Top of DATA EXCERPTS

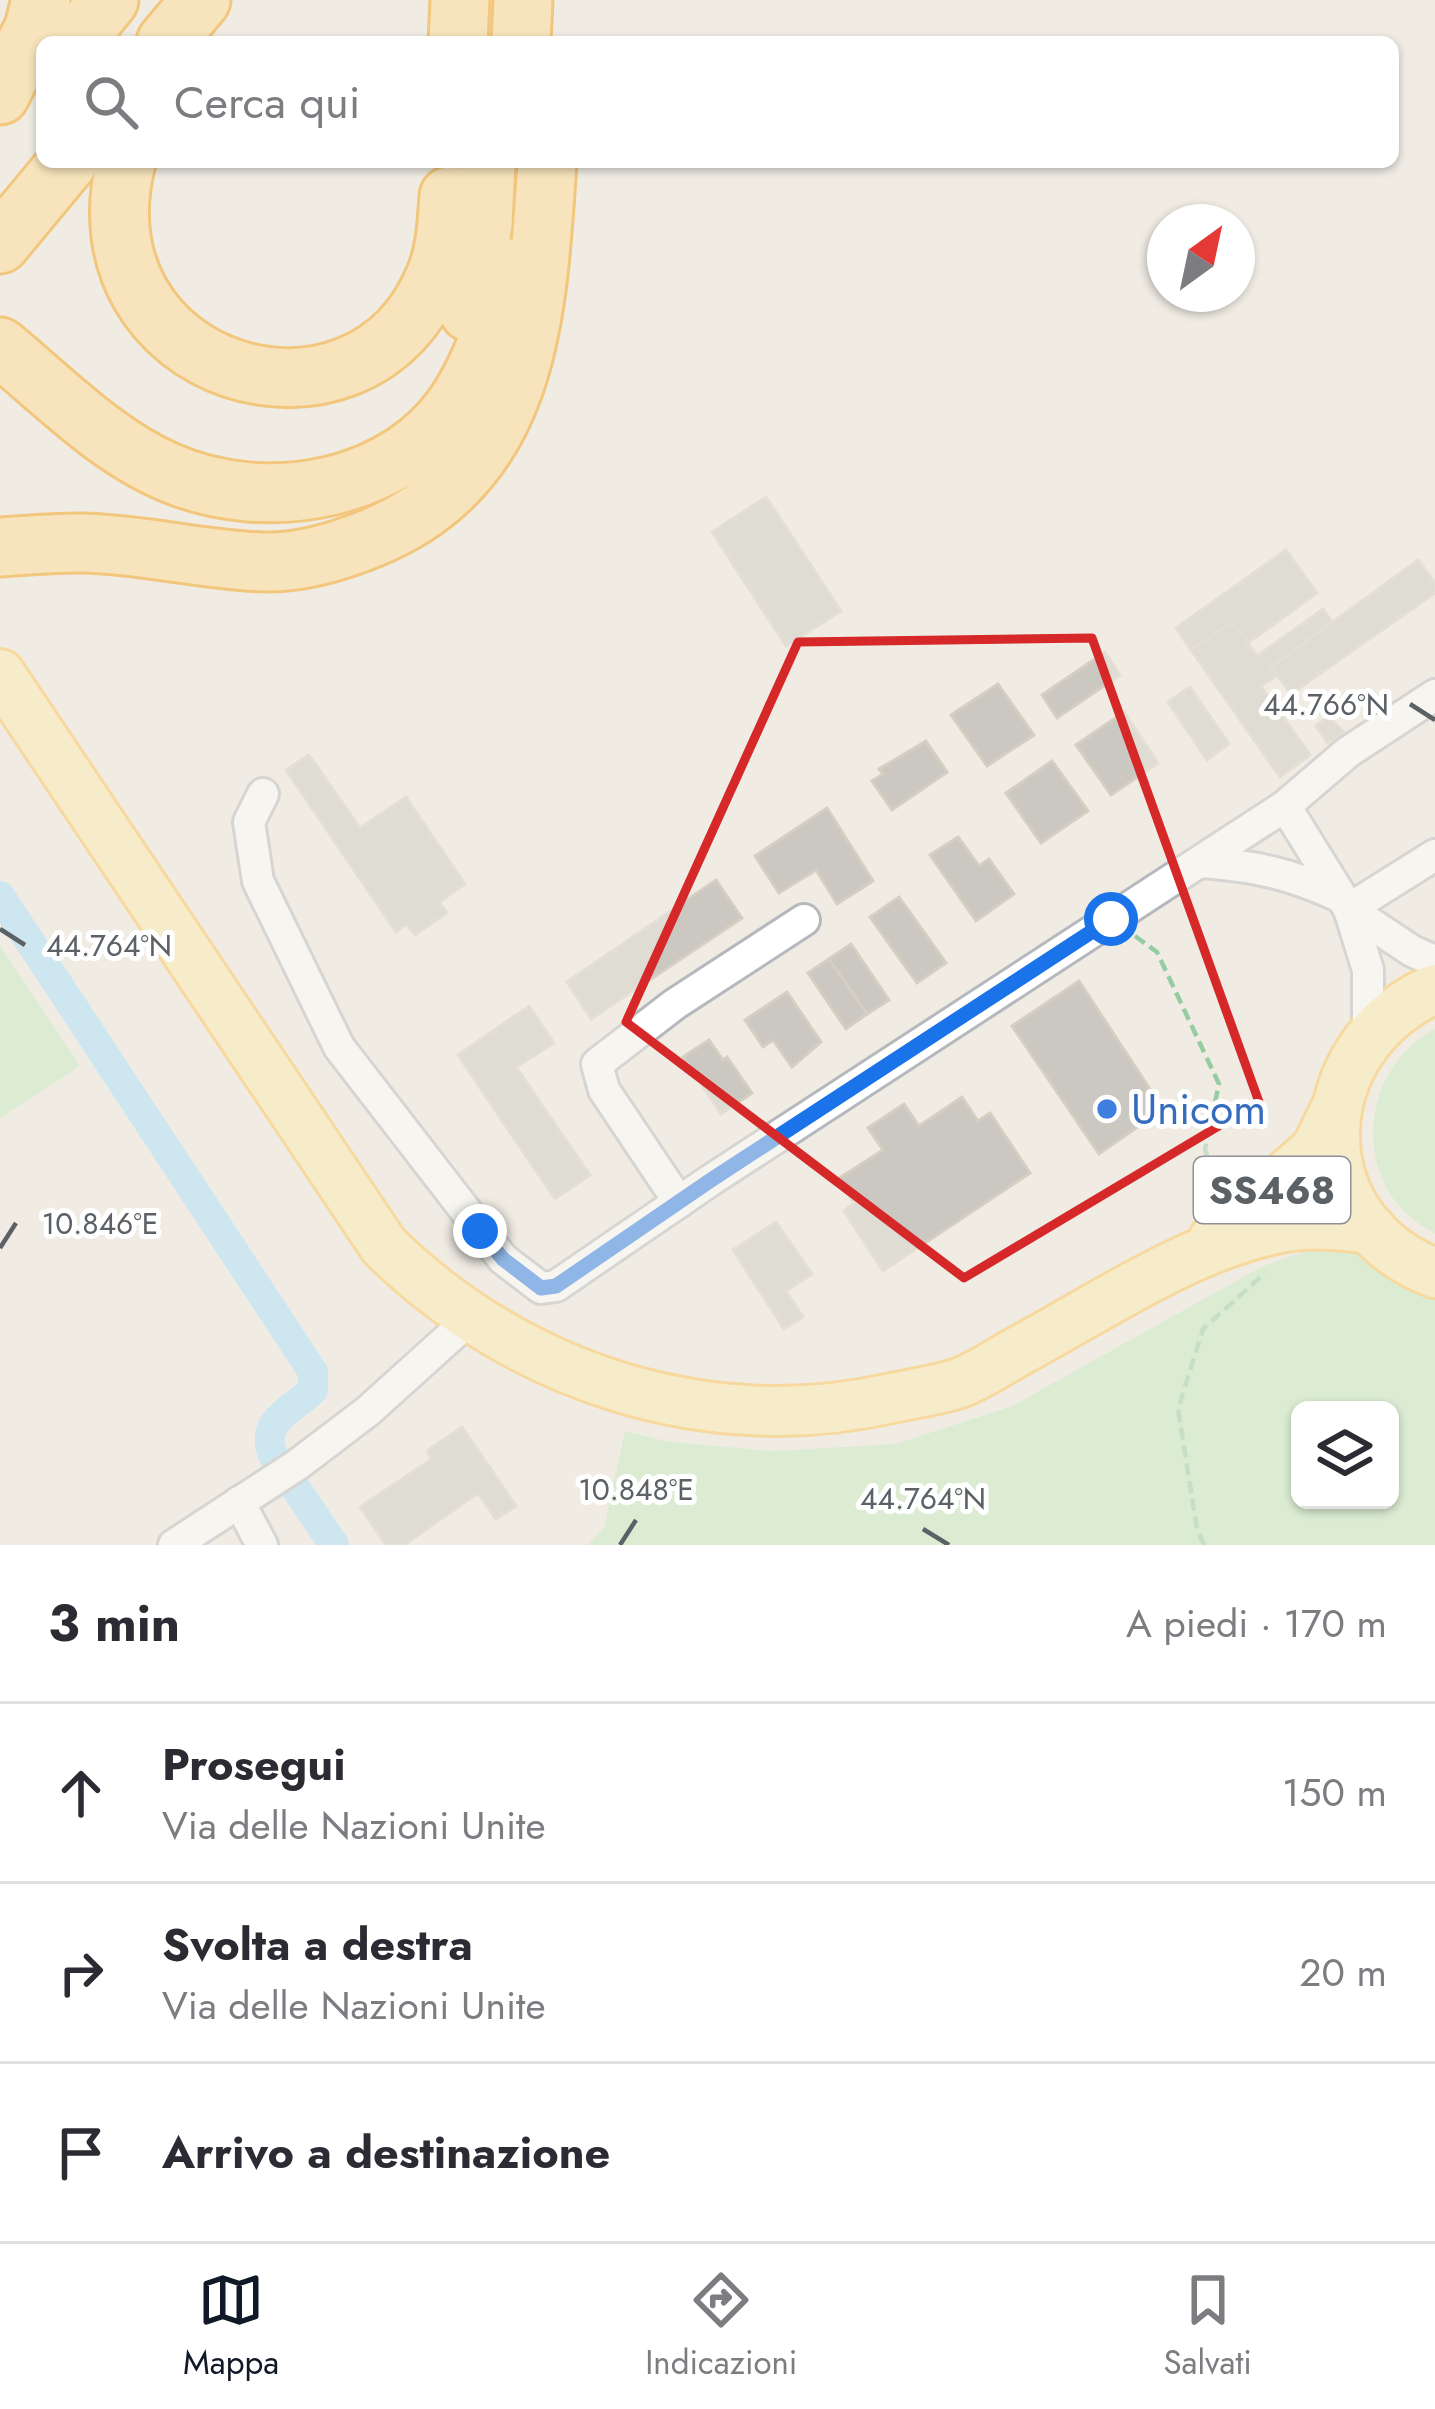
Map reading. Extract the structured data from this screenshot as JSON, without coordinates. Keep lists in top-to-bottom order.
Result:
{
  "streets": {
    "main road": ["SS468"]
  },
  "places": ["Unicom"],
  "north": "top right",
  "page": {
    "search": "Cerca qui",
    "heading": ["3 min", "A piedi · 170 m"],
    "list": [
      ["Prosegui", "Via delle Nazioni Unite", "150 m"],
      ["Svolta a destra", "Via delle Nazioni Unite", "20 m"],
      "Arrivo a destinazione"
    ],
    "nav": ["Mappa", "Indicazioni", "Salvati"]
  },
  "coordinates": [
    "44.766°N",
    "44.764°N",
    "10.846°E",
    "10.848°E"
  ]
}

Bottom of DATA EXCERPTS

◆ TASK DETAILS
Reproduce each entry exactly as given; no pictures, please.

◆ REPLY TO THE EXERCISE
Map reading. Extract the structured data from this screenshot as JSON, without coordinates. Keep lists in top-to-bottom order.
Result:
{
  "streets": {
    "main road": ["SS468"]
  },
  "places": ["Unicom"],
  "north": "top right",
  "page": {
    "search": "Cerca qui",
    "heading": ["3 min", "A piedi · 170 m"],
    "list": [
      ["Prosegui", "Via delle Nazioni Unite", "150 m"],
      ["Svolta a destra", "Via delle Nazioni Unite", "20 m"],
      "Arrivo a destinazione"
    ],
    "nav": ["Mappa", "Indicazioni", "Salvati"]
  },
  "coordinates": [
    "44.766°N",
    "44.764°N",
    "10.846°E",
    "10.848°E"
  ]
}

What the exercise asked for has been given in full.